McDuff’s letter and Davis’s response are quoted in Nick Turse’s Kill Anything That Moves: The Real American War in Vietnam, the most recent book to demonstrate beyond doubt that the general’s words were a lie. Not only did the United States ravage Vietnam with unprecedented and murderous ferocity, committing war crimes in nearly every village, but this criminal conduct was official government policy. The United States prosecuted the war with a Frederick Taylor-like efficiency and an engineer’s impersonal input-output calculation, with maximum Vietnamese deaths as standard operating procedure.
In what follows, I use Turse’s work, along with several other books, articles, and films, as scaffolds from which to construct an analysis of how the war was conducted, what its consequences have been for the Vietnamese, how the nature of the war generated ferocious opposition to it (not least by a brave core of U.S. soldiers), how the war’s history has been whitewashed, and why it is important to both know what happened in Vietnam and why we should not forget it.

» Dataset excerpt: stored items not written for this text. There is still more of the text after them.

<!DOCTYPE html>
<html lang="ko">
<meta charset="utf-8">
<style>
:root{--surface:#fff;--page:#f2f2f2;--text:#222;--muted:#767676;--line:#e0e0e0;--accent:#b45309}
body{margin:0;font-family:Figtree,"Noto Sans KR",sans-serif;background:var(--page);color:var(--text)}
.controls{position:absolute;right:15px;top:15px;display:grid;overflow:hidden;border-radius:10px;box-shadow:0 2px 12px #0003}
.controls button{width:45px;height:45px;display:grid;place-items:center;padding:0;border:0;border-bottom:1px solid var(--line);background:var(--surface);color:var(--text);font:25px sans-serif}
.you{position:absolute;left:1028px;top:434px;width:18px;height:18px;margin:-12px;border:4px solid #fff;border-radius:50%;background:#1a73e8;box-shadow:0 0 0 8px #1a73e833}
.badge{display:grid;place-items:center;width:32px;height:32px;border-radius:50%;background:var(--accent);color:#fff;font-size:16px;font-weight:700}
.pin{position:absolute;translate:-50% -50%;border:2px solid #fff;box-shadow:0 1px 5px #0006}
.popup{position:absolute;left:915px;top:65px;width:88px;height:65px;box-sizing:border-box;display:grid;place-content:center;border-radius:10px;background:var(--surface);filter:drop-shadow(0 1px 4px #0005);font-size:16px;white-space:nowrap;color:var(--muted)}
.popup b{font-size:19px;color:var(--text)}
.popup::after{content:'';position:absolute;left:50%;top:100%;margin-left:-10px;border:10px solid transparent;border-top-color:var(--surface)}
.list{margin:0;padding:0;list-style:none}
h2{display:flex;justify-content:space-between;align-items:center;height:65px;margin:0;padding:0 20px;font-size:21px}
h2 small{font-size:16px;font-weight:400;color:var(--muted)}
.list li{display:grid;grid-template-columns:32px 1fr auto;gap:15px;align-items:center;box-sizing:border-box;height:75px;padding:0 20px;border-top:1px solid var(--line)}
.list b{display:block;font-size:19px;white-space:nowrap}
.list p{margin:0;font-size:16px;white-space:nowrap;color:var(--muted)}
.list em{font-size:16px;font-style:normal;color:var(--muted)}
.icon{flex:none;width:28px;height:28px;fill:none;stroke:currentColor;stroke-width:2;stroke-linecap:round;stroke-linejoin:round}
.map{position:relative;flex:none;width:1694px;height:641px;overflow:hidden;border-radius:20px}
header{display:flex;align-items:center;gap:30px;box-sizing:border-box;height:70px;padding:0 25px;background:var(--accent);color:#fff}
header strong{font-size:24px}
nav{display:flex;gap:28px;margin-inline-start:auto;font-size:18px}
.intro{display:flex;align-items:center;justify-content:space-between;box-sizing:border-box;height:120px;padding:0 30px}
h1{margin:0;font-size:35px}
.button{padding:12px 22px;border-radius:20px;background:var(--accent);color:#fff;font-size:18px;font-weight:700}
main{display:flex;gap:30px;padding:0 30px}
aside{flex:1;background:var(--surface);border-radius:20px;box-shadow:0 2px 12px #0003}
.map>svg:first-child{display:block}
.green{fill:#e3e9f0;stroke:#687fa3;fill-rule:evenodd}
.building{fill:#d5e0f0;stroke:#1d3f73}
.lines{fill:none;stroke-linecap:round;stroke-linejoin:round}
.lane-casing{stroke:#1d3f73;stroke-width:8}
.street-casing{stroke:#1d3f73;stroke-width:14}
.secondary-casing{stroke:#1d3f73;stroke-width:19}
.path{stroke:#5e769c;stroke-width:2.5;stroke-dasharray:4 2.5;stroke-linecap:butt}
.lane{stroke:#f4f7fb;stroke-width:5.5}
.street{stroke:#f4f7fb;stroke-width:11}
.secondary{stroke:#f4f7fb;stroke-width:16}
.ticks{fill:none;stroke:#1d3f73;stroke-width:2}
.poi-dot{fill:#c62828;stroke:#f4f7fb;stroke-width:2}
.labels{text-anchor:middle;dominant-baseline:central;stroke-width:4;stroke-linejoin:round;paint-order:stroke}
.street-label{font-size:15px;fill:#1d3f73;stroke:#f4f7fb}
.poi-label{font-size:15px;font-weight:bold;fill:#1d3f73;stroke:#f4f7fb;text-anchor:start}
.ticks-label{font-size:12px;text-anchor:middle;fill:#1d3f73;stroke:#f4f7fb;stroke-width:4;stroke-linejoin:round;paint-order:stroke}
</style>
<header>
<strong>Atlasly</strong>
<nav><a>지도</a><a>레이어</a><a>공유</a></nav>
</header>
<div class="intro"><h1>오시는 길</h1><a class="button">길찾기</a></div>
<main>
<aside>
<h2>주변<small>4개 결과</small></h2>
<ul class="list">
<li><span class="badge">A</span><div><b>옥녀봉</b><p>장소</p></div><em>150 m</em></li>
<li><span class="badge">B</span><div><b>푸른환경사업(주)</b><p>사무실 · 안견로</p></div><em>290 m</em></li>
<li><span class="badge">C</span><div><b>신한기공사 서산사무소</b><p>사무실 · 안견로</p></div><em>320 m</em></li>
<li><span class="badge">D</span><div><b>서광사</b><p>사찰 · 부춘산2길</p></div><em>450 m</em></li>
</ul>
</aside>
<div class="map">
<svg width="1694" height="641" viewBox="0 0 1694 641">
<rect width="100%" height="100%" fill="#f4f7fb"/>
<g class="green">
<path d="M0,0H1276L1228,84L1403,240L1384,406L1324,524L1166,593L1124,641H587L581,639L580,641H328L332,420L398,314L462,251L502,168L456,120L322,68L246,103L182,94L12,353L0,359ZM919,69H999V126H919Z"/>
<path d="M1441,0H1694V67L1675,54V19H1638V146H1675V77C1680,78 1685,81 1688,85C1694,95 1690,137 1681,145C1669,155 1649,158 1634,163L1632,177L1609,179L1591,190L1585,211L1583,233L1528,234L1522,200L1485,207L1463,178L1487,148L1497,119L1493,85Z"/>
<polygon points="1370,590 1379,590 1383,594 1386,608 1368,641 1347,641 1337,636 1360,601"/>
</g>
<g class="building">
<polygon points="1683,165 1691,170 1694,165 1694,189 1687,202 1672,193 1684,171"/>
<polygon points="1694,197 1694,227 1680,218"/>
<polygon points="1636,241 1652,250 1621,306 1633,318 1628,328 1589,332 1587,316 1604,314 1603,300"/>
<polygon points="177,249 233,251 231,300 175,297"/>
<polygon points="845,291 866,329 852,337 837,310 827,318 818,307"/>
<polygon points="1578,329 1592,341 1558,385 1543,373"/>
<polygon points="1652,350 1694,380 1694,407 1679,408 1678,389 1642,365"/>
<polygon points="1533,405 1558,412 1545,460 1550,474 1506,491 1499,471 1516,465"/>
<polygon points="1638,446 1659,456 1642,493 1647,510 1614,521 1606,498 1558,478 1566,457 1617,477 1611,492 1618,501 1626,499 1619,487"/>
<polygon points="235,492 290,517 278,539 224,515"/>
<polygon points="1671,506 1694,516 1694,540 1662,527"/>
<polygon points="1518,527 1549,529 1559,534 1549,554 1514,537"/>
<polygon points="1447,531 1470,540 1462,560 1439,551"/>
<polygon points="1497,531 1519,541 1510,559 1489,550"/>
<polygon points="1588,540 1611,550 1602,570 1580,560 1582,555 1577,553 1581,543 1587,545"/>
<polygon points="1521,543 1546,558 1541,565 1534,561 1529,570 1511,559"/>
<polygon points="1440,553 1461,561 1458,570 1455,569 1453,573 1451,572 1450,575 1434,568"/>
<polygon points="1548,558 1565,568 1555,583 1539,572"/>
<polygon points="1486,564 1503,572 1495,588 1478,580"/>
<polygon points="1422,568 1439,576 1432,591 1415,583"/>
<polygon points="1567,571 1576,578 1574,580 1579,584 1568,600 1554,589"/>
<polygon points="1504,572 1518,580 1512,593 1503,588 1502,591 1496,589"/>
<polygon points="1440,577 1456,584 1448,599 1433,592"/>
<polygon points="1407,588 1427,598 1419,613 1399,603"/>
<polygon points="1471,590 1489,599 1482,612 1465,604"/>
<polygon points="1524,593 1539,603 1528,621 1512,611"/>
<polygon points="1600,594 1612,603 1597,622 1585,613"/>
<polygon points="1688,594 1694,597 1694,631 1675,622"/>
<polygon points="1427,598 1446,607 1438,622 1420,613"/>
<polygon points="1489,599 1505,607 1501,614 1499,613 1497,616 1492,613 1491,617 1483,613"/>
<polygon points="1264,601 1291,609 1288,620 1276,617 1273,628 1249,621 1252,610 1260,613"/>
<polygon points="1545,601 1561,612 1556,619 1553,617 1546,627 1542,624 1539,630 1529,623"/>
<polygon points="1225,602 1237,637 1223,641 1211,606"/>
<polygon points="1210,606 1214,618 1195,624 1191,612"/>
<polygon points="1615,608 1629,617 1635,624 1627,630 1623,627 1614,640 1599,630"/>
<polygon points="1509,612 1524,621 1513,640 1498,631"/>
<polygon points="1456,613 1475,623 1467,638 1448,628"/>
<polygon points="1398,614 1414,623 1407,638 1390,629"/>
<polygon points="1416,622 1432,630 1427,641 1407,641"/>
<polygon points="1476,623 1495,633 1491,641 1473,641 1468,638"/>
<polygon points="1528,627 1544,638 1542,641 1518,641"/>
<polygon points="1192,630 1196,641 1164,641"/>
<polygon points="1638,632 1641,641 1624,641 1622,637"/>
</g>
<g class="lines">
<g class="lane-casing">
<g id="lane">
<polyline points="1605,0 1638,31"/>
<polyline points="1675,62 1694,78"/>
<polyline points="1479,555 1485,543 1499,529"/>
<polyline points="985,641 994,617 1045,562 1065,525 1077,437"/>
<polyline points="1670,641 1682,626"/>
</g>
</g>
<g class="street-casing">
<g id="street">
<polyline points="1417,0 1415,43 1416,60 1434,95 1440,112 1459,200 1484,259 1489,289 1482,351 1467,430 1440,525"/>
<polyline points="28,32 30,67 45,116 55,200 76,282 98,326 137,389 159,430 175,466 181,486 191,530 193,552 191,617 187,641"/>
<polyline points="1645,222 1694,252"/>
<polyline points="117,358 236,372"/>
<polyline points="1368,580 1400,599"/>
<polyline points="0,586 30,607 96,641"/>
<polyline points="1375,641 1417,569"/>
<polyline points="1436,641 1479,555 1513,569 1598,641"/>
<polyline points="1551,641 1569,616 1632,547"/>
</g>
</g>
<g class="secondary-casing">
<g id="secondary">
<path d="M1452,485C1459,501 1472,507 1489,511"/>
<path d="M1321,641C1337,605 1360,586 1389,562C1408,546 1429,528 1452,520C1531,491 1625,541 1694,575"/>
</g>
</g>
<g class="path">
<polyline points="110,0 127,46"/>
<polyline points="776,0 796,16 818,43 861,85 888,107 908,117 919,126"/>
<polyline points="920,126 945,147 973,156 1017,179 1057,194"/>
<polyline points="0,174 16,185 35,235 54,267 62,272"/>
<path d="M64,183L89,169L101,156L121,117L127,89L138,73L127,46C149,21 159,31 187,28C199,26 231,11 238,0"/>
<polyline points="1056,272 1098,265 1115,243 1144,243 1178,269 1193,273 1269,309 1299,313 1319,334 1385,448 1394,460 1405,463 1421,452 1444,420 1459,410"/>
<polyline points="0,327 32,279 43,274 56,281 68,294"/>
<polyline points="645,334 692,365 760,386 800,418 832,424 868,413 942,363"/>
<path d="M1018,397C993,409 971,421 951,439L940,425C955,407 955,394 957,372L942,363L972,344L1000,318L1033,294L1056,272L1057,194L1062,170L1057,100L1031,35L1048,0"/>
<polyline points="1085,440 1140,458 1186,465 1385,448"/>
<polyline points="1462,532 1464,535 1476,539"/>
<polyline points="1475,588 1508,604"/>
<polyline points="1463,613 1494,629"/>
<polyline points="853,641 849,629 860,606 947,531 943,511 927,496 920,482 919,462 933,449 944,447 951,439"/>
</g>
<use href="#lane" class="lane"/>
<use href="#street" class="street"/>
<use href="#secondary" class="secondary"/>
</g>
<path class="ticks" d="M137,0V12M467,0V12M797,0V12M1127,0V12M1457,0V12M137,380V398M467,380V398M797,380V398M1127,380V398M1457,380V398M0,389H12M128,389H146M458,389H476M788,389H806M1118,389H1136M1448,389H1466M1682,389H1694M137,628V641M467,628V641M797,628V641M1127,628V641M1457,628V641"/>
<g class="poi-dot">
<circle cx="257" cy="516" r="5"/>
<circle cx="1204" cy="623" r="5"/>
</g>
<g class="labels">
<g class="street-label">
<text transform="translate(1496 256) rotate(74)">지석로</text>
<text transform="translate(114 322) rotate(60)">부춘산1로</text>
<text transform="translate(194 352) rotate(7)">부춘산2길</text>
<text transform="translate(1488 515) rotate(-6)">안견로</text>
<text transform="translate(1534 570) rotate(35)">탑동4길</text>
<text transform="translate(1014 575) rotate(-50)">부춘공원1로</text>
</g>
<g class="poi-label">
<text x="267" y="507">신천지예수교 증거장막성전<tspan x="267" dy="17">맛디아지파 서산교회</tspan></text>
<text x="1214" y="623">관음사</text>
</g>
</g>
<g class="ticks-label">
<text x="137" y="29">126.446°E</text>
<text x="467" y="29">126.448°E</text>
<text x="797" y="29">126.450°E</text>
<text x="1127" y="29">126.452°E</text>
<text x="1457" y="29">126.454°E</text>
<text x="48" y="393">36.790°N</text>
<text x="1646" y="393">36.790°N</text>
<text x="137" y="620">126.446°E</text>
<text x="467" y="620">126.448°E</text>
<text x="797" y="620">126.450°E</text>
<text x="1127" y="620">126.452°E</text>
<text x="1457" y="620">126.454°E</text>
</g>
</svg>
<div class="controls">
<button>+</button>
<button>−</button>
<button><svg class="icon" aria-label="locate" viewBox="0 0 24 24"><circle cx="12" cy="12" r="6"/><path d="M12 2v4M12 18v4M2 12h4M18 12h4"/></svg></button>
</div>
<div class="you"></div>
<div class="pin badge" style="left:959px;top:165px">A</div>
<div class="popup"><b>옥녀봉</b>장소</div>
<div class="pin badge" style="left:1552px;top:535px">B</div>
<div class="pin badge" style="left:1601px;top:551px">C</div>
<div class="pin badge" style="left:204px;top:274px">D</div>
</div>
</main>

McNamara’s Business Model of War
Robert McNamara, President Lyndon Johnson’s secretary of defense, was the chief architect of the U.S. war strategy. A logistics expert who streamlined Allied bombing runs during the Second World War, and later president of Ford Motor Company, McNamara believed that winning a war was simply a matter of setting a goal that would result in victory and then using the managerial techniques he had mastered to get the job done. The goal was to get the “kill ratio,” the proportion between enemy and U.S. dead, as high as possible, so that a “crossover point” was reached-that is, more enemy soldiers killed than could be replaced. Then, inevitably, the Vietnamese would no longer be able to resist the U.S. war machine, surrender, and sue for peace.